* [Exercise]:
Wherever the string "Lidl" occurs in a line of these records, report that line.

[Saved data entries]
* * * * * * * * *
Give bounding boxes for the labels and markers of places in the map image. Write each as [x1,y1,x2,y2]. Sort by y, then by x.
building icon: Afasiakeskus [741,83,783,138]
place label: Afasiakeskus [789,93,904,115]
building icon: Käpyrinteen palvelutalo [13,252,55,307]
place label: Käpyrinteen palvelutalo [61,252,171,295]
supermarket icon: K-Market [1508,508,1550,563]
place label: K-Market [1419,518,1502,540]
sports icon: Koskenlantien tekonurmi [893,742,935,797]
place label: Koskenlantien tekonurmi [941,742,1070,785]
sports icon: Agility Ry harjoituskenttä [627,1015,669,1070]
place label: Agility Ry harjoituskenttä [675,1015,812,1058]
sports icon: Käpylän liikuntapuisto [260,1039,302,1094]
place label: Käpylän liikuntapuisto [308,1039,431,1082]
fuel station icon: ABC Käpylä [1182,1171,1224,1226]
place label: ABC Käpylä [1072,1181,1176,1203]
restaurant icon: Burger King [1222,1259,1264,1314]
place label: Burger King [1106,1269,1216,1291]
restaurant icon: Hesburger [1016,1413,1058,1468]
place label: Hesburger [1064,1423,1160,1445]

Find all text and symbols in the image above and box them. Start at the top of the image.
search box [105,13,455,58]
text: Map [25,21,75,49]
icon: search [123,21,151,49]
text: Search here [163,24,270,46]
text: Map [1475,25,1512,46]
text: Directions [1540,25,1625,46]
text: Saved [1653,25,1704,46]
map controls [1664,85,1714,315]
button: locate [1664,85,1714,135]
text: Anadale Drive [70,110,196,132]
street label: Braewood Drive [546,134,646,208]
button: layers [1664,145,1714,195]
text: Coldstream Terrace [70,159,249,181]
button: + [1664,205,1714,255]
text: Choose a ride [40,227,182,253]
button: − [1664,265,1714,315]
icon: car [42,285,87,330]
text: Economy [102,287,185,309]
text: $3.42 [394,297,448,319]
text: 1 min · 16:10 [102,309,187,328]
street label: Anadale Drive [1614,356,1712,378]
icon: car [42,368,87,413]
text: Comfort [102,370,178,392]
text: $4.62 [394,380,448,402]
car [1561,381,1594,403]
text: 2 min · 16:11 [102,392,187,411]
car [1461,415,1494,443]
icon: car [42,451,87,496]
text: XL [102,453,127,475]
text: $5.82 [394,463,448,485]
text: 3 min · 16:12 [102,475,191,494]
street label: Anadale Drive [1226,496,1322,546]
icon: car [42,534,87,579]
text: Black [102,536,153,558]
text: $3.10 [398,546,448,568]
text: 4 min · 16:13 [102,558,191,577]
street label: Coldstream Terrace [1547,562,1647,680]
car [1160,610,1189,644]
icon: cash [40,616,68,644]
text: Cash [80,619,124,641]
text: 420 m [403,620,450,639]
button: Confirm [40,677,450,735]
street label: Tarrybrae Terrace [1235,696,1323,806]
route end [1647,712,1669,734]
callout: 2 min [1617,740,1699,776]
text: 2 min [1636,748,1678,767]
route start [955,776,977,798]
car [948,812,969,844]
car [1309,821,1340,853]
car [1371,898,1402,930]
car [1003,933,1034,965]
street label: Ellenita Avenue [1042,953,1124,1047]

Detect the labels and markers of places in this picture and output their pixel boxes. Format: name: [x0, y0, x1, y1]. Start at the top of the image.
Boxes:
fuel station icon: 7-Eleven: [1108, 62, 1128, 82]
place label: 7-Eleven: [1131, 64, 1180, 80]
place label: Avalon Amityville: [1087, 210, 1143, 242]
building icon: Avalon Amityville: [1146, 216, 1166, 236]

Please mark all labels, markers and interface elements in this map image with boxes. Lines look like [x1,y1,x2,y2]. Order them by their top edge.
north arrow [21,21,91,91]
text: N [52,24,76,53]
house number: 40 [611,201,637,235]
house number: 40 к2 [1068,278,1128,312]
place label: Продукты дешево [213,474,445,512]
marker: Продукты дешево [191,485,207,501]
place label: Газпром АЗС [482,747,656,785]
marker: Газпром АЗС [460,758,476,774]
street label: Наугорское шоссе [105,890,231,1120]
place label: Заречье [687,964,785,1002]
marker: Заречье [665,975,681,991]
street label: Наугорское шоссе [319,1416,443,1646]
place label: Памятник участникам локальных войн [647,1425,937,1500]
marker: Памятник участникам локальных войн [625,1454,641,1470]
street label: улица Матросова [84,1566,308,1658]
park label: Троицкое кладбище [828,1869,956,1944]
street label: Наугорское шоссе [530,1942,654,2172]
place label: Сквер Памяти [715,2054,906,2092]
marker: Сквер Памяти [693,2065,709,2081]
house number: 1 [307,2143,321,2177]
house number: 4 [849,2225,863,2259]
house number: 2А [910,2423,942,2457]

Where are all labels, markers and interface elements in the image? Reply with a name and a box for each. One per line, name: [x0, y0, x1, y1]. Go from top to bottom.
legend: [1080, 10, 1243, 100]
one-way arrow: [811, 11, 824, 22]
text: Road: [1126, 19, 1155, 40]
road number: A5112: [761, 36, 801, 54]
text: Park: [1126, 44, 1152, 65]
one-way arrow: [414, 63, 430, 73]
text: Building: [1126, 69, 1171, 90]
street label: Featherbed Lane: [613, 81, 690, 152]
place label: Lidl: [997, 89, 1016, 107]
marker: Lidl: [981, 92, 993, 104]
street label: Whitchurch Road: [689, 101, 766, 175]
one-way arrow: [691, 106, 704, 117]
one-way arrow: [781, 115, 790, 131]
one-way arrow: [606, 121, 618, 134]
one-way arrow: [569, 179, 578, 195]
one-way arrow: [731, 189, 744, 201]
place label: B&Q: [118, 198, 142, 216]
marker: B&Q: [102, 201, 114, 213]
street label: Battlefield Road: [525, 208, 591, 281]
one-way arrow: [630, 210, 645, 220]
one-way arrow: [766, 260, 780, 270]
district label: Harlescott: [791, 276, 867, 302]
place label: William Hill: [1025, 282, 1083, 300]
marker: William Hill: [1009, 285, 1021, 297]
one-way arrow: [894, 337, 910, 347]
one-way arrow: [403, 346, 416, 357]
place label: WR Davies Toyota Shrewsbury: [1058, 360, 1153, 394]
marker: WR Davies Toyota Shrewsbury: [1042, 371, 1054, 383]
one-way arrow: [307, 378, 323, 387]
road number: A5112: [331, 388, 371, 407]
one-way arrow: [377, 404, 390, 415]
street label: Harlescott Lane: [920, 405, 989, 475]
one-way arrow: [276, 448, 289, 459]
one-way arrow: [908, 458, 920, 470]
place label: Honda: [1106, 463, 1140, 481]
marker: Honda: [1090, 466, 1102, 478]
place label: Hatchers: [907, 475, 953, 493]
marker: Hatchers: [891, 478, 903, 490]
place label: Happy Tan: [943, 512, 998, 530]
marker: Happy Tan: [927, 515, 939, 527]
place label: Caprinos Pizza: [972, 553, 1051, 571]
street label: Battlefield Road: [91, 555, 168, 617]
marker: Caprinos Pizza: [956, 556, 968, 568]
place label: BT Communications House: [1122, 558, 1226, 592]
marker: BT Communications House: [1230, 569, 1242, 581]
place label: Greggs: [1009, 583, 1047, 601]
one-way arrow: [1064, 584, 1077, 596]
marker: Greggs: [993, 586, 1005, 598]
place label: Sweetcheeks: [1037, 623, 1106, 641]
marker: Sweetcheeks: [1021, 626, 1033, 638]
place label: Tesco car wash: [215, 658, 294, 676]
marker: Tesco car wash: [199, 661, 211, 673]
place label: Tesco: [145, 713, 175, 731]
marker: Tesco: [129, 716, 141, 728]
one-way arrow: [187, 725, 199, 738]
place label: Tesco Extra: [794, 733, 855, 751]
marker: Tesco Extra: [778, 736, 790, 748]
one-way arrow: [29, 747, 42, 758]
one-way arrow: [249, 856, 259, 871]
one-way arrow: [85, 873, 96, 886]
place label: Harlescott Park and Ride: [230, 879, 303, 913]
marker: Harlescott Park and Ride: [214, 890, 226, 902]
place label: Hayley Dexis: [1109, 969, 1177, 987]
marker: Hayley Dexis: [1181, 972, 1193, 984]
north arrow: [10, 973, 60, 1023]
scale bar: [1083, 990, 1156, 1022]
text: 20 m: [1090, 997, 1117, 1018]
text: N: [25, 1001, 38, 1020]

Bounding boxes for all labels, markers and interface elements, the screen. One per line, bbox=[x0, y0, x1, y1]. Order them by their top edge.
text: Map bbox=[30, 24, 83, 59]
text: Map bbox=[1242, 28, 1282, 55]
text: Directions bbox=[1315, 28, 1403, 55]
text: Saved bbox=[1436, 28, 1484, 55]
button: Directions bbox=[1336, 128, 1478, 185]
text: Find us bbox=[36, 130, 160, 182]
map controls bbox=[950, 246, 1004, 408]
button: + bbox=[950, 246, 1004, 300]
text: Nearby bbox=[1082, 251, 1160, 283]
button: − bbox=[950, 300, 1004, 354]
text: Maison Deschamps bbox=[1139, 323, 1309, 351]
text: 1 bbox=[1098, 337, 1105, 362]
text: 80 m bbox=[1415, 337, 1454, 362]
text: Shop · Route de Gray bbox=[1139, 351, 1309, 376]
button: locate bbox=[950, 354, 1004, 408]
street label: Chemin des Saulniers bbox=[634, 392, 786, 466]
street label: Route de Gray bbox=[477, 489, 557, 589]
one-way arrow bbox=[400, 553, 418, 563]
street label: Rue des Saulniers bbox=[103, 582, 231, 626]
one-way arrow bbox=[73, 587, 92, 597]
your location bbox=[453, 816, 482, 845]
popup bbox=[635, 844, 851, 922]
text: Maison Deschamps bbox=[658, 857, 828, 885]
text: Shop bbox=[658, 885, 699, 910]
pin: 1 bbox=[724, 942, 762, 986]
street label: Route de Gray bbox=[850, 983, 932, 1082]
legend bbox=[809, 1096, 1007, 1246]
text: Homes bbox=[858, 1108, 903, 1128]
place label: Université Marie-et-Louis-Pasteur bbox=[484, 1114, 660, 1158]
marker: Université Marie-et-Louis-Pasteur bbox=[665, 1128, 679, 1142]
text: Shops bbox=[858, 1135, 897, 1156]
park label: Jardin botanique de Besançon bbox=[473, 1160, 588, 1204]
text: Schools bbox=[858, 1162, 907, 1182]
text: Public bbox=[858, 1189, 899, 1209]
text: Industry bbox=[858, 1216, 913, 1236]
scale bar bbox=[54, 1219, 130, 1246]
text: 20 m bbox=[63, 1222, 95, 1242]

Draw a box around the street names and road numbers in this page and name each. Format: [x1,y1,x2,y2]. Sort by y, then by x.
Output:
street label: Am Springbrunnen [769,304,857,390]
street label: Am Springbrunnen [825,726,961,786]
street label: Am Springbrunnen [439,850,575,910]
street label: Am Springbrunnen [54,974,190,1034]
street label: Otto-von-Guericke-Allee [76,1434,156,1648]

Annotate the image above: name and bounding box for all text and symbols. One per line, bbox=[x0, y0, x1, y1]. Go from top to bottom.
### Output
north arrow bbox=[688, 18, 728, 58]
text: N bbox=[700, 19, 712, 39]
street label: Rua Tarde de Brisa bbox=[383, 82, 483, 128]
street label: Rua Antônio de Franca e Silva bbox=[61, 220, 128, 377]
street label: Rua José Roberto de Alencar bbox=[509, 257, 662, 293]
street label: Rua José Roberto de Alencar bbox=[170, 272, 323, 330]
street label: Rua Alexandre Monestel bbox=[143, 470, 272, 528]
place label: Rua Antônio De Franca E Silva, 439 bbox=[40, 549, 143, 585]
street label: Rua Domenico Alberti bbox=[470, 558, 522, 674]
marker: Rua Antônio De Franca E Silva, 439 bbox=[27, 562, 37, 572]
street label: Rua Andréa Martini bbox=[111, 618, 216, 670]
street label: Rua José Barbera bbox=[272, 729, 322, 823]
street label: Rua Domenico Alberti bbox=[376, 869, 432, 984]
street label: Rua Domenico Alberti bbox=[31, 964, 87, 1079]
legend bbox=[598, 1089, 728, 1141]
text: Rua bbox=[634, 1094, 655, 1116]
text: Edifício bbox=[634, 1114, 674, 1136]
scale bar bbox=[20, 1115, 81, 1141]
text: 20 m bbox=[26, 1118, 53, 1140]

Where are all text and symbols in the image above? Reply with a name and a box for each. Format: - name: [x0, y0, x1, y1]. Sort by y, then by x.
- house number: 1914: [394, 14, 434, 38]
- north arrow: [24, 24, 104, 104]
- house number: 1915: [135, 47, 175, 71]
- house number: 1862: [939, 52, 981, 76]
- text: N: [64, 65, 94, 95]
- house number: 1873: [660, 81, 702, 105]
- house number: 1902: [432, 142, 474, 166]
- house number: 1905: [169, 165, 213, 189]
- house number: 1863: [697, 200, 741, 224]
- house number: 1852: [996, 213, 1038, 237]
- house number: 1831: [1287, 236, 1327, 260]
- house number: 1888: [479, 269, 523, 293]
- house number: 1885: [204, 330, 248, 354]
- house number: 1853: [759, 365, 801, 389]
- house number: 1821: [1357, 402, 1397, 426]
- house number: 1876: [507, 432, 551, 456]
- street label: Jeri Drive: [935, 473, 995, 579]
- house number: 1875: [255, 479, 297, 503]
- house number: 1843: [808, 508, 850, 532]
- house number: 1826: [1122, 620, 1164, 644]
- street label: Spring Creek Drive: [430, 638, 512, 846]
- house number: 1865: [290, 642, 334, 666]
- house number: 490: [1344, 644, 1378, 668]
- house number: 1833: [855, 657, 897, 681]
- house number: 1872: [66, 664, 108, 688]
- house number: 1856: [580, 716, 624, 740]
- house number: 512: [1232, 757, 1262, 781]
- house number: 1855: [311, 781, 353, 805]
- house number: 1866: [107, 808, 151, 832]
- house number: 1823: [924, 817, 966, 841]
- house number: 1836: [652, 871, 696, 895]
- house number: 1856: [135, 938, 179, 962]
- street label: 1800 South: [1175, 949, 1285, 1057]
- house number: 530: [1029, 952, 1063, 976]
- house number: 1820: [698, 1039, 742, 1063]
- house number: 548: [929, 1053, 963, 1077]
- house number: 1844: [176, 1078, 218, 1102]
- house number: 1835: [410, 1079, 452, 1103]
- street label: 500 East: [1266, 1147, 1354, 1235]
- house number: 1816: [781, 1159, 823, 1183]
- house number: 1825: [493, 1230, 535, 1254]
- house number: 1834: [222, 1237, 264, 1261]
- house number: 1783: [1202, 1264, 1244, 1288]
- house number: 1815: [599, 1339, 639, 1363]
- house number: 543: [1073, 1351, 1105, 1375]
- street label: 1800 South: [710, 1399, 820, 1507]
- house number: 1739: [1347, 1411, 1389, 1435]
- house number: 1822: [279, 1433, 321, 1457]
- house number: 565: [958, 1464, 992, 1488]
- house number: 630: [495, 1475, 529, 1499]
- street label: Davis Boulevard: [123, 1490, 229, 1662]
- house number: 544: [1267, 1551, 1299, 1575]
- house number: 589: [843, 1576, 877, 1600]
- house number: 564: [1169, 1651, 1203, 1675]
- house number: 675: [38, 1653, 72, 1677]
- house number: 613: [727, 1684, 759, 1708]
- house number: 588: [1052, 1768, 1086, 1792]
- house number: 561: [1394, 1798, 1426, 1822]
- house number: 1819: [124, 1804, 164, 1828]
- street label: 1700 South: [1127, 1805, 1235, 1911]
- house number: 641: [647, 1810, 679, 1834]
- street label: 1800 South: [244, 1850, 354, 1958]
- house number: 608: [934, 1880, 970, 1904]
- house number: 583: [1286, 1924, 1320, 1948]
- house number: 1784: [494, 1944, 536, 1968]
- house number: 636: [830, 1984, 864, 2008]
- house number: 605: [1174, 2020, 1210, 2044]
* * * * * * * * *
* [Result below]:
place label: Lidl: [997, 89, 1016, 107]
marker: Lidl: [981, 92, 993, 104]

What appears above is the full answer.